- **Aim of the exercise**:
Count the lines in the following data that include "Буенос". Please write only the number.
[[ Data records open ]]
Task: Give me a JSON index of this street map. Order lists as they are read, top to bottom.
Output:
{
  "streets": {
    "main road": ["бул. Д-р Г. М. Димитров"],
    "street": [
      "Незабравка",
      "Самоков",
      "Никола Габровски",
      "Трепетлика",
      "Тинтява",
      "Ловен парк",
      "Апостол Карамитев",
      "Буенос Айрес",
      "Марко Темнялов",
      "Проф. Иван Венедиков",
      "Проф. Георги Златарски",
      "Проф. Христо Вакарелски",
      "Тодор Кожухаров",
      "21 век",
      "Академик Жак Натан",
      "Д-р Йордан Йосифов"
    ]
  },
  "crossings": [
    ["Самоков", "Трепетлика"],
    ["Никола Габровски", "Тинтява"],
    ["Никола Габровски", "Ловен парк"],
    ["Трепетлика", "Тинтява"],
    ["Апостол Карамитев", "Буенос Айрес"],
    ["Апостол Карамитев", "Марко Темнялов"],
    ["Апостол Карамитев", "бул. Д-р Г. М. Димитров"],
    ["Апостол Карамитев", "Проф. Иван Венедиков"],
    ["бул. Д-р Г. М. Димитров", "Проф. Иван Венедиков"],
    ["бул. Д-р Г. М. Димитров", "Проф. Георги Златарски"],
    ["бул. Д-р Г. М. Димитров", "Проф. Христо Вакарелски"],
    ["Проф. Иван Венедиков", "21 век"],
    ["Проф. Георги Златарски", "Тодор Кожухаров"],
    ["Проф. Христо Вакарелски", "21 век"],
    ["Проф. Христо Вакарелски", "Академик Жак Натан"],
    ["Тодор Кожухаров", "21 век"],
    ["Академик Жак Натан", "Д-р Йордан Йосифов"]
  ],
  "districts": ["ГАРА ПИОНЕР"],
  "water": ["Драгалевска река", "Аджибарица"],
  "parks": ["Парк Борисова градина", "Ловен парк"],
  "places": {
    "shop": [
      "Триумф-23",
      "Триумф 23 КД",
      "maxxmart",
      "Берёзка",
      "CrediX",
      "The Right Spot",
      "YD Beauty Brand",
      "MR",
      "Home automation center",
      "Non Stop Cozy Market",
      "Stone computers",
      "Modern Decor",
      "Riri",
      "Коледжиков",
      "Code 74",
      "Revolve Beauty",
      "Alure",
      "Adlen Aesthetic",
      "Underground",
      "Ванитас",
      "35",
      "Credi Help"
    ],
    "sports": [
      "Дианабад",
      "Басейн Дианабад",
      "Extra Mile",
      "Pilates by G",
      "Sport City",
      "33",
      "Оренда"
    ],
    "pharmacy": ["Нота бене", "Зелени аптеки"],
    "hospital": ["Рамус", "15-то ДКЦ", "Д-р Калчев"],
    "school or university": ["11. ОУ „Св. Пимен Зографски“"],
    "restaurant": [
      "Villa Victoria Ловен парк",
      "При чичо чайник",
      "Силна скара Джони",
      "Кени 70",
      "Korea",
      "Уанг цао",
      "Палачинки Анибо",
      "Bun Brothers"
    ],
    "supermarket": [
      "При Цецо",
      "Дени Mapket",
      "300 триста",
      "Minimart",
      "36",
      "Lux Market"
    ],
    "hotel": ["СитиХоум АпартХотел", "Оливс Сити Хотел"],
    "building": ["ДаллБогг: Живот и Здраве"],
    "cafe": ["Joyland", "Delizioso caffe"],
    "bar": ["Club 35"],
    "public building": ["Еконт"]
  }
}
[[ Data records closed ]]
- **Written response**:
2